• Constable is racist:

    The Fitzwilliam Museum has suggested that paintings of the British countryside evoke dark “nationalist feelings”.

    The museum, owned by the University of Cambridge, has undertaken an overhaul of its displays, in a move that its director insisted was not “woke”.

    Luke Syson said last week: “I would love to think that there’s a way of telling these larger, more inclusive histories that doesn’t feel as if it requires a push-back from those who try to suggest that any interest at all in [this work is] what would now be called ‘woke’.”

    The new signage states that pictures of “rolling English hills” can stir feelings of “pride towards a homeland”.

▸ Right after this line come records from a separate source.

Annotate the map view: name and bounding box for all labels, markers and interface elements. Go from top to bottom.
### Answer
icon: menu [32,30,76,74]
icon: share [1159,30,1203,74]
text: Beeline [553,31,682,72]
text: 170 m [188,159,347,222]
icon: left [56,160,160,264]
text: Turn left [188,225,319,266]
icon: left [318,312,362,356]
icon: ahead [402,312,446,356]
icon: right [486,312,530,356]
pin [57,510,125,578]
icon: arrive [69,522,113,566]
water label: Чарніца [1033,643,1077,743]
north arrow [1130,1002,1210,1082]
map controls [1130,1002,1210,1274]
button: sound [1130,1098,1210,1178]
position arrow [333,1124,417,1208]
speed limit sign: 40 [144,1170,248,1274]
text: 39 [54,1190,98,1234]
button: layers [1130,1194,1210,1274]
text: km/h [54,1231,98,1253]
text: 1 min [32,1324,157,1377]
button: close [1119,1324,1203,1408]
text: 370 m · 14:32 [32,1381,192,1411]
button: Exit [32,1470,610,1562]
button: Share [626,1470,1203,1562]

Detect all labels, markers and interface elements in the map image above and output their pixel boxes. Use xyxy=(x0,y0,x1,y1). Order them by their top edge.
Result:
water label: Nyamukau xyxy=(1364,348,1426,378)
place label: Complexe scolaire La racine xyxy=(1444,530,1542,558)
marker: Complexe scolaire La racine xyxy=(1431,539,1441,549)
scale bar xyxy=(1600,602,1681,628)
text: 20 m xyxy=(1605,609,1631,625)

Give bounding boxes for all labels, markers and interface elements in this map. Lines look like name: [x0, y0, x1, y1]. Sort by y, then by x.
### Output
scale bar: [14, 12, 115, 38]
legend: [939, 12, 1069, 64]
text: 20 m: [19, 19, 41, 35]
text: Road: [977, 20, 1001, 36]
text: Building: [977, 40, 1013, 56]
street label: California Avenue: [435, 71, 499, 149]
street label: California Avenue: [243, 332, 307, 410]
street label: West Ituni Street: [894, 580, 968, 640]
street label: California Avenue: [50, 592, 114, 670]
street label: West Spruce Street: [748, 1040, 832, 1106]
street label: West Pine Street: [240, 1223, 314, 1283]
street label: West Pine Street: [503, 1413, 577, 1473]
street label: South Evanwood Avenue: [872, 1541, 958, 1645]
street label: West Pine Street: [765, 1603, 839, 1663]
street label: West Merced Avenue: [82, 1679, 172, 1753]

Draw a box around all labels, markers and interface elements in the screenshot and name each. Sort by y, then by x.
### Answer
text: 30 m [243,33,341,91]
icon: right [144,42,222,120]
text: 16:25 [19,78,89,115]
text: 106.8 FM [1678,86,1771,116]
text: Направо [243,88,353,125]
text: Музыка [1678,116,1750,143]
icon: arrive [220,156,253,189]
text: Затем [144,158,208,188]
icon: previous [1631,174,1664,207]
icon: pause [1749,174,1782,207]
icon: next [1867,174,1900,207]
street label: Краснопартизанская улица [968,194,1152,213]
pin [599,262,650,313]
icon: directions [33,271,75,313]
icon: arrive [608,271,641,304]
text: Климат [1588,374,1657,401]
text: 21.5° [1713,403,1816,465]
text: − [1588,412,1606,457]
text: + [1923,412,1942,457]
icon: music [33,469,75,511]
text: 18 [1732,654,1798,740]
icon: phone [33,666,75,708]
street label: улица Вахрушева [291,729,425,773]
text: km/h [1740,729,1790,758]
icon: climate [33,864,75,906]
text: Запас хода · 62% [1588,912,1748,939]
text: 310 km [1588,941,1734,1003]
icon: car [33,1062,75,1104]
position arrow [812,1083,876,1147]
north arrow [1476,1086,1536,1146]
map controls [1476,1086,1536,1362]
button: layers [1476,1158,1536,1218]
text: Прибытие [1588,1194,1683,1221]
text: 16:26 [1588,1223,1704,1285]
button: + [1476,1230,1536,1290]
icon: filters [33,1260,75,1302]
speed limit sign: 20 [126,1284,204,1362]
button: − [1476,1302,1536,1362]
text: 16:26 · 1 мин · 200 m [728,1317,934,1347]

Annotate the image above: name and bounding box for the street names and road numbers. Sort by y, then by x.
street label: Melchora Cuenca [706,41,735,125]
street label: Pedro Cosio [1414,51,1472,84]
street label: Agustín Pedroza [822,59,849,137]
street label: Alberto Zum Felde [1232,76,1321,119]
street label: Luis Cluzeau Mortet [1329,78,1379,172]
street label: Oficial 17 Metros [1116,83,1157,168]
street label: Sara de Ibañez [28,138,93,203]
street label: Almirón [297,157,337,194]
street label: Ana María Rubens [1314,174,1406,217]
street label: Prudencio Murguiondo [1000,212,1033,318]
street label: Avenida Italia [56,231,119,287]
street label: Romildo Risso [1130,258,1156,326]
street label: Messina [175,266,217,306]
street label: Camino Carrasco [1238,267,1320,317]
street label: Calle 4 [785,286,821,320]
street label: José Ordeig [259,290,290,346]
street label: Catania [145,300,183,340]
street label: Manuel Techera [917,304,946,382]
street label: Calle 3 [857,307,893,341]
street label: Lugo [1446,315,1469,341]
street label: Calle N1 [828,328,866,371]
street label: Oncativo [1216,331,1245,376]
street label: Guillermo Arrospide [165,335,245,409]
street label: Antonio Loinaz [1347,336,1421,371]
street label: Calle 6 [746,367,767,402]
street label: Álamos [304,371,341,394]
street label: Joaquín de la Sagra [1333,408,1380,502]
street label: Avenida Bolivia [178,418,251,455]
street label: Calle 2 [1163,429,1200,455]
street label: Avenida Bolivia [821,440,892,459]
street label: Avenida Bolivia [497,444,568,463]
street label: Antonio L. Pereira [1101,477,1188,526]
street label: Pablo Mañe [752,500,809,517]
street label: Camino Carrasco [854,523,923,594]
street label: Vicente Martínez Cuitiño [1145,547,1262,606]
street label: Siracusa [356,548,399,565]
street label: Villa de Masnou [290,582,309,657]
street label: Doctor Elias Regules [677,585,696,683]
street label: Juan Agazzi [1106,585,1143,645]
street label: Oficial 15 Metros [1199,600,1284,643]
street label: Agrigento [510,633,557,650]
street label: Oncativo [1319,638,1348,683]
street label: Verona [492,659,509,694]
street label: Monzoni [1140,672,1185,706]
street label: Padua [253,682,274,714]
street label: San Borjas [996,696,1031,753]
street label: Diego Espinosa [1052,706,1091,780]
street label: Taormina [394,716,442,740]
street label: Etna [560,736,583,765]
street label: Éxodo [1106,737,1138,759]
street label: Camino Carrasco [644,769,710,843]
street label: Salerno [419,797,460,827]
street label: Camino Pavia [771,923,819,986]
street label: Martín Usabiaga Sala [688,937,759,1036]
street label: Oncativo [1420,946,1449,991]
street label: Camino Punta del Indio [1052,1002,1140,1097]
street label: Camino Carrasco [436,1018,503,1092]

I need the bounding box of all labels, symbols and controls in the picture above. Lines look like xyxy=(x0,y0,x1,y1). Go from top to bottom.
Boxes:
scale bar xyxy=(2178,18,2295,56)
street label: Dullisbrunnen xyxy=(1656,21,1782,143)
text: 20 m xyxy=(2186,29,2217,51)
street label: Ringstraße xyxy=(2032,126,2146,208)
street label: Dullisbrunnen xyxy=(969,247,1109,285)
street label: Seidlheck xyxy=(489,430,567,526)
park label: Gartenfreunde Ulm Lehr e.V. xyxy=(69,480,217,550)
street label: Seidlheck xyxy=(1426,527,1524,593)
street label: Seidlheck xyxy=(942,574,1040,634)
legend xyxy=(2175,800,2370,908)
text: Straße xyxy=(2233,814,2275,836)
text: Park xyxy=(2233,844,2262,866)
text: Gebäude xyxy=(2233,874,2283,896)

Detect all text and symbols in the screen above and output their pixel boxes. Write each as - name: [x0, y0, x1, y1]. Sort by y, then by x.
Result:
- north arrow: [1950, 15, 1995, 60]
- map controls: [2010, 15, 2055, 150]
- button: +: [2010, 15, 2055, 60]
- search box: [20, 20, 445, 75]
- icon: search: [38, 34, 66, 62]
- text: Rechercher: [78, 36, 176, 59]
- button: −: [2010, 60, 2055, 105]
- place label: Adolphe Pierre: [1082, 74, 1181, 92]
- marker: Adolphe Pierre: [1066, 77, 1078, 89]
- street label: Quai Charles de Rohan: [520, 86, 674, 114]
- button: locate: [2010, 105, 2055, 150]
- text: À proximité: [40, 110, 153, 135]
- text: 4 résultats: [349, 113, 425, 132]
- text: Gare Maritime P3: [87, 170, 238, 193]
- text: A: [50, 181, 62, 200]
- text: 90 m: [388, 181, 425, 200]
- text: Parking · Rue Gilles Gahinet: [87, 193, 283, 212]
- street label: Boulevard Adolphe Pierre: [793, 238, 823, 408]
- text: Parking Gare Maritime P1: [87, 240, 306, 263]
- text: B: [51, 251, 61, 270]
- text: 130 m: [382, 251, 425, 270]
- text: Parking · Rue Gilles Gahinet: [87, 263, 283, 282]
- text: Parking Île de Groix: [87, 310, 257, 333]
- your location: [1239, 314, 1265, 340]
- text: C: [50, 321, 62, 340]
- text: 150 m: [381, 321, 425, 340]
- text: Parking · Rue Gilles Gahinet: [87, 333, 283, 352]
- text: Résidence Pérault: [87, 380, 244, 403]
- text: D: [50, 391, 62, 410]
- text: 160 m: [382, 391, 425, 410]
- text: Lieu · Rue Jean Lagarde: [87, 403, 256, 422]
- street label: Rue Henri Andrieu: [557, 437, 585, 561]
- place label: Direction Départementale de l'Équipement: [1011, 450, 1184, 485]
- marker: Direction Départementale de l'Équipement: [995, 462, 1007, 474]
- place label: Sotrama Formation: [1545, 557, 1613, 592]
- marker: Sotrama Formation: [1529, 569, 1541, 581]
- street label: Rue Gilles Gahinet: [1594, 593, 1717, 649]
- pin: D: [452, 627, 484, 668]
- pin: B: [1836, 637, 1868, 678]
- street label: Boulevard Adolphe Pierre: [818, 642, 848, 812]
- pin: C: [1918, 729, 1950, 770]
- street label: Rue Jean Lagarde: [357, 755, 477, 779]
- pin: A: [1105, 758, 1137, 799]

    However, in a gallery displaying a bucolic work by Constable, visitors are informed that “there is a darker side” to the “nationalist feeling” evoked by images of the British countryside.

    It states that this national sentiment comes with “the implication that only those with a historical tie to the land have a right to belong”.

    It's interesting to wonder how Constable could have avoided the unfortunate racist implications embedded in his work. By not painting at all, I suppose…

  • From the JC:

    Rape can be justified in wartime according to one in four South Africans, a new survey has found.

    Nearly half believe that reports of Hamas’s rapes and killings were propaganda, according to the poll commissioned by volunteer group Women’s Action Campaign SA (Wacsa).

    The report’s authors criticised the “muted” response to the October 7 atrocities from the South African government, which notoriously decided to take Israel to the International Criminal Court on charges of genocide.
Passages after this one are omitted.